Dee Dee Bridgewater ve Igor Butman arkada orkestranın genç, başarılı gitaristi
Derken, bir de otelin içinde The 251 Soul isimli bir caz bar açılmış. Dünya standartlarında diyebileceğim bar birbirinden önemli müzisyenleri ağırlıyor. Akra bir şehir oteli olmayı hedefliyor ve bunu lifestyle bir festivalle bir araya getiriyor.
Festivalin bir diğer özelliği de dünyaca ünlü isimlere yer verirken bizim sanatçılarımıza da aynı oranda yer vermesi. Dünyaca ünlü müzisyenlerle aynı sahneyi paylaşacak müzisyenlere sahip olmamız hem dünyaya kendimizi tanıtmak, hem de müzisyenlerin kendi kendi ilişki ağlarını genişletmeleri için önemli bir fırsat.
Önder Focan
Evet, biraz da konserlerden sözedeyim. Bu yıl 19-29 Haziran 2019 tarihleri arasında gerçekleşen festivalin ilk haftasında açılışı Portekizli ünlü fado ve pop şarkıcısı Monica Molina yaptı. Öncesinde, Antalya`da yaşayan Türkiye caz sahnesinin önde gelen sanatçılarından basçı Çağlayan Yıldız`ın kurucusu olduğu Akra Jazz Band ve Şallıel Kardeşler aynı sahneyi paylaştı. İkinci gün, Kübalı caz piyanist Robert Fonseca “Havana Gecesi” ile Ece Göksu Quartet sahnedeydi. İlk haftanın son sanatçısı ise soul ve RB’nin güzel sesi, Nijerya kökenli Amerikalı şarkıcı Iyeoka ve öncesinde ise; New Orleans ve New York sokaklarından gelen Amerikan Halk Müziği, caz ve blues müziğinin yüksek enerjili gruplarından Tin Pan Band sahne aldı.
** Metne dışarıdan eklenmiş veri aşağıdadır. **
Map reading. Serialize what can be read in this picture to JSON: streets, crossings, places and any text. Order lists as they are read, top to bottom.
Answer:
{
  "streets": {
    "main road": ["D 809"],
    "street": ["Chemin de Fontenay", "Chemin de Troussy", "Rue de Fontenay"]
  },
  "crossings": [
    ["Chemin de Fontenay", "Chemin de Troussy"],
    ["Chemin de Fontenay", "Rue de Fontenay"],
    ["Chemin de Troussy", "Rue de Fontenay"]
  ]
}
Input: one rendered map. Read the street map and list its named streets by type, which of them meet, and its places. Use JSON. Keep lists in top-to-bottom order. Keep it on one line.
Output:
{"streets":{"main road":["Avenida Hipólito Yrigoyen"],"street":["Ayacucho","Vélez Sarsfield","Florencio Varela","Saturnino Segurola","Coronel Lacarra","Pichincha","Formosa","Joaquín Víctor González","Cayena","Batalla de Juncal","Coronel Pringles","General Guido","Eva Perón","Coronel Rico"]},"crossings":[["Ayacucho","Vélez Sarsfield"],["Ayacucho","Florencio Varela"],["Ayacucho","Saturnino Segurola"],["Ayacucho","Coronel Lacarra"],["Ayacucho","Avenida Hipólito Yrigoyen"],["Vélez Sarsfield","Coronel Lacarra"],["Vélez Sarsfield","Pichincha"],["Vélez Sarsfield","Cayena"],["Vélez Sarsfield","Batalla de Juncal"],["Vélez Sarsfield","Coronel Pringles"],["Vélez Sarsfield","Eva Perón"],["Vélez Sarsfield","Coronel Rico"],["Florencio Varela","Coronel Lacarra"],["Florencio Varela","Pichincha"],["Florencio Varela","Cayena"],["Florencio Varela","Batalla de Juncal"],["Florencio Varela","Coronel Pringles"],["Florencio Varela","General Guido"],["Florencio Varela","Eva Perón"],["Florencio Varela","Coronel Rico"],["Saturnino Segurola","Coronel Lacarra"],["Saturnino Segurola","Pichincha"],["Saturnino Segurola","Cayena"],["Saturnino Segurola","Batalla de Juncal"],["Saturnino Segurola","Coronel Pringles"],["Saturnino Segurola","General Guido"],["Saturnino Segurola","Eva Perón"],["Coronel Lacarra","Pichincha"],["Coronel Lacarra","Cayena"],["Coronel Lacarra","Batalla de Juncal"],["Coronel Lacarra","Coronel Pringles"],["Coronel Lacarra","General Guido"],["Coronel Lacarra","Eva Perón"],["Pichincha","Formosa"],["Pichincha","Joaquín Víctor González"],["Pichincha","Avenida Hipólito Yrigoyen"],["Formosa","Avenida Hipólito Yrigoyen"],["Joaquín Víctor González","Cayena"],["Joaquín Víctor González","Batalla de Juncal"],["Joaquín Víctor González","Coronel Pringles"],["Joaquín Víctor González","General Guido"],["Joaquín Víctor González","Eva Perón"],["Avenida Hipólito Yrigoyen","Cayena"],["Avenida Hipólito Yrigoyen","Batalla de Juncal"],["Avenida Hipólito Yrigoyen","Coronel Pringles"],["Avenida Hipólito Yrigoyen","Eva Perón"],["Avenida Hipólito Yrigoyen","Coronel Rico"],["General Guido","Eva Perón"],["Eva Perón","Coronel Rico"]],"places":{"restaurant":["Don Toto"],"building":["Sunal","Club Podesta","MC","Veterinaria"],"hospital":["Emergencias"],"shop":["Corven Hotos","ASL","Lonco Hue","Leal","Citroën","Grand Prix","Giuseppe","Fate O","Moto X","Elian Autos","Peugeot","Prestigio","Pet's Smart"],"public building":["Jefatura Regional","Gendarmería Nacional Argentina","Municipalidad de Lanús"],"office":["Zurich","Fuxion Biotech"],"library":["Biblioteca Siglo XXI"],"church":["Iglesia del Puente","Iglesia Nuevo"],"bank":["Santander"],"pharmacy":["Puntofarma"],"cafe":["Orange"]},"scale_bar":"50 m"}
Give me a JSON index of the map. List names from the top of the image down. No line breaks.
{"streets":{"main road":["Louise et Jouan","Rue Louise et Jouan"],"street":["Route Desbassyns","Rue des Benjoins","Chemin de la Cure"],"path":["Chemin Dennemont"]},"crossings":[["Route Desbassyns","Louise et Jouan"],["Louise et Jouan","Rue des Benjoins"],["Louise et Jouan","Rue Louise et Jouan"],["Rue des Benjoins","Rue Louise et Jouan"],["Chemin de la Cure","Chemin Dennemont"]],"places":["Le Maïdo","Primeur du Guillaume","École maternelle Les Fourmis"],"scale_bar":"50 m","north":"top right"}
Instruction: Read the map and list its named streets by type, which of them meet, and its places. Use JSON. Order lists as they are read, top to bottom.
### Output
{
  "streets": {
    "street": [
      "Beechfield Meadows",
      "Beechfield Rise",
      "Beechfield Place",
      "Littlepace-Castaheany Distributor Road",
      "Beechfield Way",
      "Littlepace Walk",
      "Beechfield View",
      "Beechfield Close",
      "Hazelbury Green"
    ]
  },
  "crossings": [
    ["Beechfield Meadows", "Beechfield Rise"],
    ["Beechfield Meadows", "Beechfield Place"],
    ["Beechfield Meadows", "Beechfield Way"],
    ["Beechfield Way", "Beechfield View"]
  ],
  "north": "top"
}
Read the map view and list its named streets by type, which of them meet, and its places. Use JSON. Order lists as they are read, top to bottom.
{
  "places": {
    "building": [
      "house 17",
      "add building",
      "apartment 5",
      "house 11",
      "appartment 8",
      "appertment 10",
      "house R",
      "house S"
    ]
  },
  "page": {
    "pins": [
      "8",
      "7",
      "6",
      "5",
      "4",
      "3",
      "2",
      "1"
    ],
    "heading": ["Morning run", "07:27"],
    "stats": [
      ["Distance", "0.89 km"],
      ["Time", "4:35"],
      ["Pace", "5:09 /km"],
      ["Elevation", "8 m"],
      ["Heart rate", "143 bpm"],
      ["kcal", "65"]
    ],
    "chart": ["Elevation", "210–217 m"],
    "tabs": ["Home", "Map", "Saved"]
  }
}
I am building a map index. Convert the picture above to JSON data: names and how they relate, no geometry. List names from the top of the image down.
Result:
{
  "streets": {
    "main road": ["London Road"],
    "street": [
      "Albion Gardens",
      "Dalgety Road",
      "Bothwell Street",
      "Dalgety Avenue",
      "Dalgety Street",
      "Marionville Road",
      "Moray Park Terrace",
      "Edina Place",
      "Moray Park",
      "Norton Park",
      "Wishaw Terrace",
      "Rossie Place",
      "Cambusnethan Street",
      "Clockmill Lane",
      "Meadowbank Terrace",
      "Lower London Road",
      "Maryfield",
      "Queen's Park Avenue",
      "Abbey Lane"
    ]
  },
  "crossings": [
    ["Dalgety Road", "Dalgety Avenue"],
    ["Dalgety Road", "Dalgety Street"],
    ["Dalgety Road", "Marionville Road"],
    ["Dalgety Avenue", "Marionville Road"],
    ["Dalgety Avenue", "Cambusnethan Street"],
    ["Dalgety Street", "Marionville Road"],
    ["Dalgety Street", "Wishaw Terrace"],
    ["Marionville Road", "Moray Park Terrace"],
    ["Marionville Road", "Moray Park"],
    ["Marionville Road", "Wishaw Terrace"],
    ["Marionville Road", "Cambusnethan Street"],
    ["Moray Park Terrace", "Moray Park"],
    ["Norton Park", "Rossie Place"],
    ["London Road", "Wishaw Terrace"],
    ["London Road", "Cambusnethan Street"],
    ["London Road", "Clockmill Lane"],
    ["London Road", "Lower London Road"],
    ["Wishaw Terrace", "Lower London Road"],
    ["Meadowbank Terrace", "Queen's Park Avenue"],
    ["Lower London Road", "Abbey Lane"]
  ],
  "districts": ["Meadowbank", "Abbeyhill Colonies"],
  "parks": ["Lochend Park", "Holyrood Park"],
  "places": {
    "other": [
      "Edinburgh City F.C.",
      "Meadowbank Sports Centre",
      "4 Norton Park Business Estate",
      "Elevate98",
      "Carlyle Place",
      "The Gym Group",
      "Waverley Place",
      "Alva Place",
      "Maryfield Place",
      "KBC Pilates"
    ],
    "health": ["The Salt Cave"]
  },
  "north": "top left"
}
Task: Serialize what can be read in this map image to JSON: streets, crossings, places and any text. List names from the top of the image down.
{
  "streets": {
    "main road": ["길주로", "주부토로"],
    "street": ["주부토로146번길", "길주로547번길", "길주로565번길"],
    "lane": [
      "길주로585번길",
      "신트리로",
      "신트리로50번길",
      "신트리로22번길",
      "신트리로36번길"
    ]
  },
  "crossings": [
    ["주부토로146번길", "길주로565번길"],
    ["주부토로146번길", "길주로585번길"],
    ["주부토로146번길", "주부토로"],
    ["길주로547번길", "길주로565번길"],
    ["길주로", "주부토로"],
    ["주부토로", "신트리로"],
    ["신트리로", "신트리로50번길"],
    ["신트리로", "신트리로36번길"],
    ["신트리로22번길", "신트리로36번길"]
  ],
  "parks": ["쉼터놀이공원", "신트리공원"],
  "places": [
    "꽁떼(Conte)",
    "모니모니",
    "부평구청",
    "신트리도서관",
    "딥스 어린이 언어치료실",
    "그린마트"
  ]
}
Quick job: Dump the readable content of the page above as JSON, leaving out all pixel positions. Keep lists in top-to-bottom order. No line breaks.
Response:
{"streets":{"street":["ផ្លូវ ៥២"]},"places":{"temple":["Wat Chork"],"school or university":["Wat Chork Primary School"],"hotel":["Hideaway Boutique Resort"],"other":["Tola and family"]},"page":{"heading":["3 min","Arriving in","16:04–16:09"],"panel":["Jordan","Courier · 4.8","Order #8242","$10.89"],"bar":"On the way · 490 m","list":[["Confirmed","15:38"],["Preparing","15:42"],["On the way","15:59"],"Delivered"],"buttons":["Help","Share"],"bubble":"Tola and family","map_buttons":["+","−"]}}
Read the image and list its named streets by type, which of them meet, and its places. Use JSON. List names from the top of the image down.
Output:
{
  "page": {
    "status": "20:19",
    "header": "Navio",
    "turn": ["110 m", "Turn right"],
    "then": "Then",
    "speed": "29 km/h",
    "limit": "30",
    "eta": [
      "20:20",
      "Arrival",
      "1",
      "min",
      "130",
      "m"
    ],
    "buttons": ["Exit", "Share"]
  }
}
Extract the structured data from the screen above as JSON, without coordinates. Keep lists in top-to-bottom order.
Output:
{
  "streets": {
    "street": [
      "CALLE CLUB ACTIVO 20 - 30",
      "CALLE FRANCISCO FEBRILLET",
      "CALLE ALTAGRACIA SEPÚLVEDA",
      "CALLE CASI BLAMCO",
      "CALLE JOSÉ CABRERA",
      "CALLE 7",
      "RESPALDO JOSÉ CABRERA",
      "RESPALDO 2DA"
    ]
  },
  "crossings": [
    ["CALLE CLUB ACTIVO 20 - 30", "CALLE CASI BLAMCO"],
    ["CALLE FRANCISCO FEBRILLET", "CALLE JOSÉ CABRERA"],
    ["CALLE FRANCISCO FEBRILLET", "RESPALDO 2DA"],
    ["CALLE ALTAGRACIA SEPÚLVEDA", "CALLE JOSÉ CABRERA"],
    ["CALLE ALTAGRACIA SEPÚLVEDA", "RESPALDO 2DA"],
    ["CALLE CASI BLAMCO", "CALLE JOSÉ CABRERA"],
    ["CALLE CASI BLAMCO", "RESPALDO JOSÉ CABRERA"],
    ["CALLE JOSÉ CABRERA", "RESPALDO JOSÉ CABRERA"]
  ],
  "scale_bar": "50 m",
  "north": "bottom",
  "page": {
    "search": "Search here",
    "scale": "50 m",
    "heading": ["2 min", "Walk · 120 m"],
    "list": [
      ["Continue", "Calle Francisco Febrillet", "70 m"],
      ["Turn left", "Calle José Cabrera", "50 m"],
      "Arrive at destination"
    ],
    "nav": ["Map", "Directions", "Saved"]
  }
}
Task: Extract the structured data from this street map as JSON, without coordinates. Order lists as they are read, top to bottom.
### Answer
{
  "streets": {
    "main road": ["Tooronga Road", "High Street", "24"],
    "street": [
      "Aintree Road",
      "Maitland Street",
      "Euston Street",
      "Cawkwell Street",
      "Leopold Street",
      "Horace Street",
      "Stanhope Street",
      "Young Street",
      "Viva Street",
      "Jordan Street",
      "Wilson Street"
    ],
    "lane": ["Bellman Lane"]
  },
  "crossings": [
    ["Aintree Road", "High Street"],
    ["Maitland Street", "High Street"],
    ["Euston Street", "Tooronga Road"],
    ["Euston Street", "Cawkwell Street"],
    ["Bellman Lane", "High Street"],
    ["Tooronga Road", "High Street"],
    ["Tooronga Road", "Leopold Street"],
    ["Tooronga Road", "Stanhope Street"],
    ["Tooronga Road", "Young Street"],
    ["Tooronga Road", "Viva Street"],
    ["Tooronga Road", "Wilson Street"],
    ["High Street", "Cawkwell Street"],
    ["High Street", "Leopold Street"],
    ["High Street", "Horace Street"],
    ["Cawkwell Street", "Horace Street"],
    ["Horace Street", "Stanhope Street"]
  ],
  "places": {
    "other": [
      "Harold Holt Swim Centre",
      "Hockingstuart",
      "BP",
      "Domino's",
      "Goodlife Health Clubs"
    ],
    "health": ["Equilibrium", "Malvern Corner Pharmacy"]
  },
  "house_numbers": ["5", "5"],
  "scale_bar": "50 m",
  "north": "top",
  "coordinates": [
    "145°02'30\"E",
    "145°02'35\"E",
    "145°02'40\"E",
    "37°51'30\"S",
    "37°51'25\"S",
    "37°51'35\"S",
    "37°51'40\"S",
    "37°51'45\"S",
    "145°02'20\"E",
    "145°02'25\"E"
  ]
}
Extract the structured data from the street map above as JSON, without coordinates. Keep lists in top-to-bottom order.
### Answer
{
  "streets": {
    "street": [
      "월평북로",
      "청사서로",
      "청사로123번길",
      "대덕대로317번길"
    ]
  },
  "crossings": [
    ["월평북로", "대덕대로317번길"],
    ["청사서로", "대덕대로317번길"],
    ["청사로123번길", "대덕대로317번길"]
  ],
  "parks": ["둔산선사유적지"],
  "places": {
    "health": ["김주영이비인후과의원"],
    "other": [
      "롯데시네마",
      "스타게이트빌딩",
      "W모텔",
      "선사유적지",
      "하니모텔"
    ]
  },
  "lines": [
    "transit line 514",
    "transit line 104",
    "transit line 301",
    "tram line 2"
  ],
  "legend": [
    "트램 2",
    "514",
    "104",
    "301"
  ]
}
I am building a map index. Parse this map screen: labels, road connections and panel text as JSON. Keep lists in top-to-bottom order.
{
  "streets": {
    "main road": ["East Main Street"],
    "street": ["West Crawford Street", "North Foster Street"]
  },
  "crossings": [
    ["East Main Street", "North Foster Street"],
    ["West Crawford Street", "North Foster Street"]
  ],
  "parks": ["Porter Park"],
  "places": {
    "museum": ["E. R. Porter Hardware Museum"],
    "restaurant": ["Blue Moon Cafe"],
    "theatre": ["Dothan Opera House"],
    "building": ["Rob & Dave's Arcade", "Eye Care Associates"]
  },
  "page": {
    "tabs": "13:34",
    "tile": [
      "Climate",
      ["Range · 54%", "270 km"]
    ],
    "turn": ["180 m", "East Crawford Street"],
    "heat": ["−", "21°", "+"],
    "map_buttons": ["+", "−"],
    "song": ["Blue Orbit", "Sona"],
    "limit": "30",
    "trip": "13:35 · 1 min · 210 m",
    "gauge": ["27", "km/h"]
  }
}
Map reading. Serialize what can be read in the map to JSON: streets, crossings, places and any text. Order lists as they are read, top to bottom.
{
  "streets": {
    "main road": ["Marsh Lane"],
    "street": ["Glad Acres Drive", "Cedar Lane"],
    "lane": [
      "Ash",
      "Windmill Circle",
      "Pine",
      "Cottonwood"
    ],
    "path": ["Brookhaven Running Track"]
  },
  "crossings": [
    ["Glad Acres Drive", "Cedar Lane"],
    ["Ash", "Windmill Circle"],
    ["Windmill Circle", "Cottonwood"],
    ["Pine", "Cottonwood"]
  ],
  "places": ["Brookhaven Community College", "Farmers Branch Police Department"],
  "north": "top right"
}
İstanbul seçiminin ardından festivalin ikinci haftası ben de Antalya’ya giderek konserleri yerinde izleme imkanı buldum. Davet ettikleri için de teşekkürlerimi özellikle iletmek istiyorum.
Fazıl Say
İkinci haftanın ilk konseri Çarşamba akşamı Fazıl Say ile başladı. Say o gece ilk bölümde Truva Sonatı ve İzmir Süiti’ni yorumladı. İkinci bölümde ise klasik repertuvardan aşina olduğumuz eserleri kendi yorumuyla seslendirdi. Her şey iyi hoştu ama işte Antalya’nın sıcağı durduğunuz yerde erimenize neden olurken müziğin güzelliği sayesinde konseri tamamlayabildik. İkinci konser Cuma akşamı idi. Rus saksofoncu ve big band şefi İgor Butman sahne alacaktı. O gün kendisiyle bir de röportaj yapma fırsatı elde ettim (röportajı okumak için). Önder Focan grubuyla sahnede konserini verdikten sonra Igor Buttman Moskova Caz Orkestrası ile sahneyi aldı. O akşamki konser özel bir konserdi. Zira, Butman’ı izlemek hakikaten bir ayrıcalık ama gecenin bir de sürprizi vardı, o sürpriz de, ertesi gün konser verecek Dee Dee Bridgewater’dı. Konserin bonusu hatta festivalin bonus gecesiydi bana göre. İsteseniz bu iki sanatçıyı bir arada bulamazsınız. Gerçi, geçen Mayıs Moskova’da bir araya gelmişler ama bize ne fayda...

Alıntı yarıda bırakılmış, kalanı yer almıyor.